Поездки на уроки скрипки с папой дают тебе шанс в течение нескольких часов побыть серьезным взрослым человеком, говорящим о серьезных взрослых вещах, а не восьмилетней девчонкой в розовой футболке с радугой, единорогом и надписью «Западная Виргиния: почти рай». Отец полностью сосредоточен на тебе, и ты чувствуешь себя важной, особенной, любимой, а главное – уже не ребенком. Но гораздо чаще тебя возит мама: она в декрете. Когда папа занят в клинике, мама забирает одного твоего брата из детского сада, а второго сажает в кресло-люльку. Когда вы вчетвером сидите в «додже», нет смысла притворяться взрослой: ты ребенок, и твоя семья жертвует многим, чтобы ты могла получить желаемое. Маленький брат воет от боли: от резких перепадов высоты в горах у него закладывает уши. Мама успокаивает его и одновременно выруливает на опасных поворотах по гололеду; с одной стороны – грузовики с углем, с другой – обрыв и пропасть. После урока она пристегивает вас ремнями, подъезжает к окну KFC-авто и берет на всех запеченного цыпленка, печенье и простое молоко. Предстоит долгая дорога домой, уже в темноте. В пути мама дает тебе задачки на таблицу умножения, а младшего брата заставляет повторять алфавит. Она объясняет тебе, как накормить младенца из бутылочки, а когда одного из мальчишек тошнит в машине, останавливается и вытирает рвоту с твоей рубашки. Когда ей надоедает слушать вашу болтовню и вопли, она устраивает «тихий час»: ставит одну из двух кассет, хранящихся в минивэне. Это детские песенки («Паучок ходил по ветке, а за ним ходили детки») и песни из диснеевских мультфильмов («Чтоб в джунглях жить как в крепости, умерь свои потребности»). Через два (или четыре) часа ты вылезаешь из минивэна без сил; тебя укачало, к лицу, вымазанному куриным жиром и младенческими слюнями, прилипли крошки от печенья, а в ушах звенит только «биббиди-боббиди-бу».

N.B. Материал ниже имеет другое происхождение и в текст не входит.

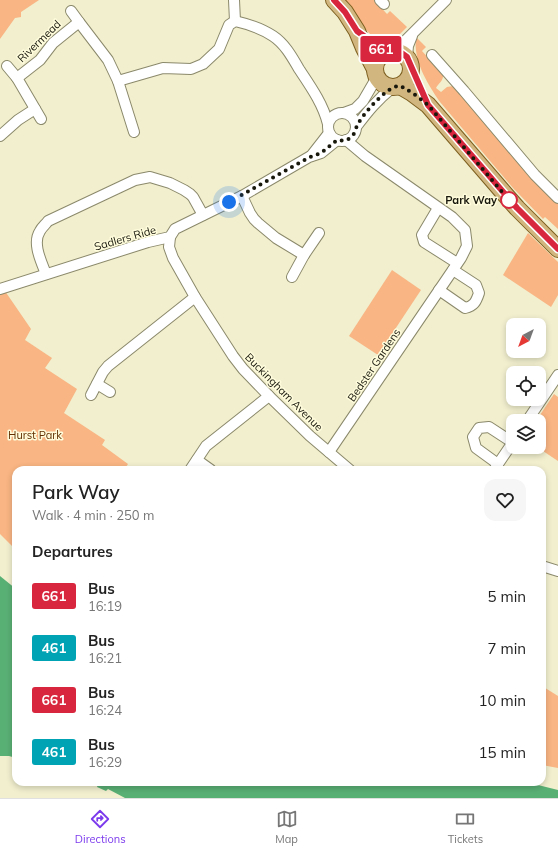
<!DOCTYPE html>
<html lang="en">
<head>
<meta charset="utf-8">
<style>
	:root { --surface:#fff; --page:#f6f6f6; --text:#222; --muted:#767676; --line:#e0e0e0; --accent:#7c3aed }
	body { margin:0; font-family:Mulish,sans-serif; background:var(--page); color:var(--text); height:100vh; display:flex; flex-direction:column; font-size:15px; white-space:nowrap }
	* { box-sizing:border-box; margin:0 }
	p { font-size:13px; color:var(--muted) }
	.icon { flex:none; width:22px; height:22px; fill:none; stroke:currentColor; stroke-width:2; stroke-linecap:round; stroke-linejoin:round }
	.map { position:relative; flex:1; overflow:hidden }
	.sheet { position:absolute; left:12px; top:466px; width:534px; height:320px; display:flex; flex-direction:column; background:var(--surface); border-radius:12px; box-shadow:0 2px 6px #0003 }
	.sheet>* { flex:none }
	.badge { padding:0 8px; border-radius:3px; font-size:14px; line-height:26px }
	.needle { width:26px; rotate:221deg }
	.tools { position:absolute; left:506px; top:318px; display:grid; gap:8px }
	.tools a { display:grid; place-items:center; width:40px; height:40px; border-radius:8px; background:var(--surface); box-shadow:0 2px 6px #0003; font-size:20px }
	.you { position:absolute; width:20px; height:20px; margin:-10px; border:3px solid #fff; border-radius:50%; background:#1a73e8; box-shadow:0 0 0 6px #1a73e833 }
	.map>.badge { position:absolute; translate:-50% -50%; box-shadow:0 0 0 2px #fff }
	h2 { padding:0 20px; font-size:15px; line-height:36px }
	.round { display:grid; place-items:center; flex:none; width:42px; height:42px; border-radius:12px; background:var(--page) }
	.overview { display:flex; align-items:center; justify-content:space-between; height:68px; padding:0 20px }
	h1 { font-size:19px; font-weight:600; line-height:30px }
	ul { padding:0; list-style:none }
	li { display:flex; align-items:center; gap:12px; height:52px; padding:0 20px }
	li div { flex:1 }
	li b { display:block; font-size:15px }
	li em { font-style:normal }
	li .badge { min-width:44px; font-weight:700; text-align:center }
	.dock { display:flex; justify-content:space-around; align-items:center; height:56px; border-top:1px solid var(--line); background:var(--surface); font-size:11px; color:var(--muted) }
	.dock a { display:grid; justify-items:center; gap:2px }
	.dock .current { color:var(--accent) }
	.map>svg:first-child { display:block }
</style>
</head>
<body>
<div class="map">
<svg width="558" height="798" viewBox="0 0 558 798">
	<rect width="100%" height="100%" fill="#f1efce"/>
	<!-- green -->
	<g fill="#f9b583">
		<path d="M0 0H39L21 12V17L15 18 0 39Z"/>
		<path d="M344 0H374L387 14 390 11 407 27C404 30 401 33 398 36 392 40 383 42 377 39 365 33 353 11 344 0Z"/>
		<path d="M416 37 426 47 422 51 443 74C444 80 439 83 436 88L441 92 447 87 453 86 539 185 558 203V229L545 217 543 219 513 188 440 102C427 83 413 60 416 37Z"/>
		<path d="M528 233 558 262V295L551 307 503 275Z"/>
		<path d="M392 270 421 290 378 355 349 336Z"/>
		<path d="M0 283 7 294 31 329 25 340 52 358 45 368 77 389 64 413 105 440 102 445 128 464 124 470H16V550L0 534Z"/>
		<path d="M554 394 558 397V461L537 447H539V421H536Z"/>
		<path d="M542 686 558 696V768L542 765Z"/>
	</g>
	<!-- water -->
	<g fill="#59b075">
		<path d="M0 576 16 589V758L9 756H0Z"/>
		<path d="M91 782H526L558 790V798H125L108 789 106 791 97 787 98 784Z"/>
	</g>
	<g fill="none" stroke-linecap="round" stroke-linejoin="round">
		<!-- street casing -->
		<g stroke="#8b896b" stroke-width="12">
			<g id="street">
				<path d="M234 0 235 21"/>
				<path d="M380 0 384 4"/>
				<path d="M71 11 79 22"/>
				<path d="M390 51 402 44 446 0"/>
				<path d="M432 55 464 91 535 175 558 198"/>
				<path d="M407 57 408 46 412 36"/>
				<path d="M7 66 17 78 41 119"/>
				<path d="M17 78 40 60 53 43 79 22 108 60 118 81 134 132"/>
				<path d="M118 81 163 68 191 69 203 64 219 49 229 25 235 21C248 24 261 28 273 36 285 44 292 57 299 69 311 87 323 104 328 124"/>
				<circle cx="342" cy="127" r="14"/>
				<path d="M344 113 355 109 363 101 377 77"/>
				<path d="M356 127C368 111 377 100 393 87"/>
				<path d="M0 136 18 120 35 109"/>
				<path d="M311 156 329 133"/>
				<path d="M242 196 250 213 254 219 258 223 276 238 304 255"/>
				<path d="M438 208 422 235 424 242 457 263"/>
				<path d="M170 237 169 247 173 258 195 297 233 356 243 369 269 396 310 436 350 470"/>
				<path d="M46 274C41 261 32 243 40 231 42 227 46 224 48 221L135 180 150 177 170 183 184 190 190 194 193 197 203 215"/>
				<path d="M292 277 304 255 319 233"/>
				<path d="M0 289 148 242 170 237 175 229 242 196 309 157 321 153 337 140"/>
				<path d="M439 290 465 308C474 306 476 302 479 293L476 285 453 270"/>
				<path d="M97 384 110 392"/>
				<path d="M91 395 103 372 108 366 195 297"/>
				<path d="M527 421 558 375"/>
				<path d="M329 452 461 258 467 246 465 230 452 217 365 156 346 140"/>
				<path d="M197 460 211 470"/>
				<path d="M498 464 476 448 473 437 479 428 489 427 512 442"/>
				<path d="M190 470 206 446 269 396"/>
				<path d="M494 470 513 442"/>
				<path d="M542 566 558 571"/>
			</g>
		</g>
		<!-- primary casing -->
		<g stroke="#7d5f1f" stroke-width="18">
			<g id="primary">
				<path d="M334 0 345 12 357 31 364 48 375 69"/>
				<circle cx="393" cy="69" r="18"/>
				<path d="M400 86 412 93 428 105 503 192 517 208 558 249"/>
			</g>
		</g>
		<!-- street -->
		<use href="#street" stroke="#fff" stroke-width="10"/>
		<!-- primary -->
		<use href="#primary" stroke="#d1b67f" stroke-width="16"/>
	</g>
	<g fill="none" stroke-linecap="round" stroke-linejoin="round">
		<!-- line casing -->
		<g stroke="#fff" stroke-width="9">
			<path id="line" d="M334 0 345 12 357 31 386 52 395 50 400 52 407 57 428 105 517 208 558 249"/>
		</g>
		<!-- line -->
		<use href="#line" stroke="#d7263d" stroke-width="6"/>
		<!-- walk -->
		<path stroke="#19180d" stroke-width="4" stroke-dasharray="0 7.2" d="M229 202 310 157 321 153 337 140C342 141 347 141 351 137 355 134 355 130 357 126 361 116 388 85 399 86 406 87 422 100 428 105L509 200"/>
	</g>
	<!-- markers -->
	<circle fill="#fff" stroke="#d7263d" stroke-width="2" cx="509" cy="200" r="8"/>
	<g text-anchor="middle" stroke-width="3" stroke-linejoin="round" paint-order="stroke">
		<!-- street labels -->
		<g font-size="11" fill="#19180d" stroke="#fefcdb">
			<text transform="translate(39 41) rotate(-44)" y="4">Rivermead</text>
			<text transform="translate(125 238) rotate(-16)" y="4">Sadlers Ride</text>
			<text transform="translate(374 365) rotate(-56)" y="4">Bedster Gardens</text>
			<text transform="translate(284 392) rotate(45)" y="4">Buckingham Avenue</text>
		</g>
		<!-- stop labels -->
		<g font-size="11" font-weight="bold" fill="#19180d" stroke="#fefcdb" text-anchor="end">
			<text x="497" y="204">Park Way</text>
		</g>
		<!-- park labels -->
		<g font-size="11" fill="#612f00" stroke="#fefcdb">
			<text x="35" y="439">Hurst Park</text>
		</g>
	</g>
</svg>
<div class="tools">
<a><svg class="needle" viewBox="-14 -14 28 28"><path d="M0-13l5 13h-10z" fill="#e53935"/><path d="M0 13l5-13h-10z" fill="#767676"/></svg></a>
<a><svg class="icon" aria-label="locate" viewBox="0 0 24 24"><circle cx="12" cy="12" r="6"/><path d="M12 2v4M12 18v4M2 12h4M18 12h4"/></svg></a>
<a><svg class="icon" aria-label="layers" viewBox="0 0 24 24"><path d="M12 4l9 5-9 5-9-5zM3 14l9 5 9-5"/></svg></a>
</div>
<div class="you" style="left:229px;top:202px"></div>
<b class="badge" style="left:381px;top:49px;background:#d7263d;color:#fff">661</b>
<section class="sheet">
<div class="overview"><div><h1>Park Way</h1><p>Walk · 4 min · 250 m</p></div><a class="round"><svg class="icon" aria-label="heart" viewBox="0 0 24 24"><path d="M12 20l-8-8c-3-5 5-10 8-4 3-6 11-1 8 4z"/></svg></a></div>
<h2>Departures</h2>
<ul>
<li><span class="badge" style="background:#d7263d;color:#fff">661</span><div><b>Bus</b><p>16:19</p></div><em>5 min</em></li>
<li><span class="badge" style="background:#00a3b4;color:#fff">461</span><div><b>Bus</b><p>16:21</p></div><em>7 min</em></li>
<li><span class="badge" style="background:#d7263d;color:#fff">661</span><div><b>Bus</b><p>16:24</p></div><em>10 min</em></li>
<li><span class="badge" style="background:#00a3b4;color:#fff">461</span><div><b>Bus</b><p>16:29</p></div><em>15 min</em></li>
</ul>
</section>
</div>
<nav class="dock">
<a class="current"><svg class="icon" aria-label="directions" viewBox="0 0 24 24"><path d="M12 3l9 9-9 9-9-9zM9 14v-3h6M13 9l2 2-2 2"/></svg>Directions</a>
<a><svg class="icon" aria-label="map" viewBox="0 0 24 24"><path d="M3 6l6-2 6 2 6-2v14l-6 2-6-2-6 2zM9 4v14M15 6v14"/></svg>Map</a>
<a><svg class="icon" aria-label="tickets" viewBox="0 0 24 24"><path d="M3 7h18v10H3zM15 7v10"/></svg>Tickets</a>
</nav>
</body>
</html>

Если бы тебя, восьмилетнюю, спросили тогда, в чем смысл этих поездок, ты ответила бы: смысл их в том, чтобы ты занималась музыкой, хотя это получалось не всегда. (После того как отцовская машина сломалась в заледеневшей Нидморской лощине, вы долго шли по обочине, взявшись за руки, навстречу горе высотой в шестьсот с лишним метров. Отец голосовал всем проезжающим машинам, и наконец вас согласились подвезти четыре девушки в пикапе с западновиргинскими номерами. Папа сел в кузов, а ты – в кабину, на колени к одной из девушек. Та предложила тебе алкогольный коктейль, ты вежливо ответила «нет, спасибо», и девушки рассмеялись. Пикап тарахтел, взбираясь в гору, ты повернулась посмотреть, не вылетел ли твой папа из кузова, а тот, увидев выражение твоего лица, улыбнулся, помахал и поднял вверх большой палец.) Но много лет спустя, путешествуя по Америке с группой Композитора и проезжая десятки тысяч километров, ты поняла: тогда ты обучалась не только игре на скрипке – каждую неделю ты училась быть в дороге и постигала, как далеко ты готова уехать и что ты и твои близкие готовы отдать, чтобы ты всего лишь добралась туда, где можно научиться чему-то важному.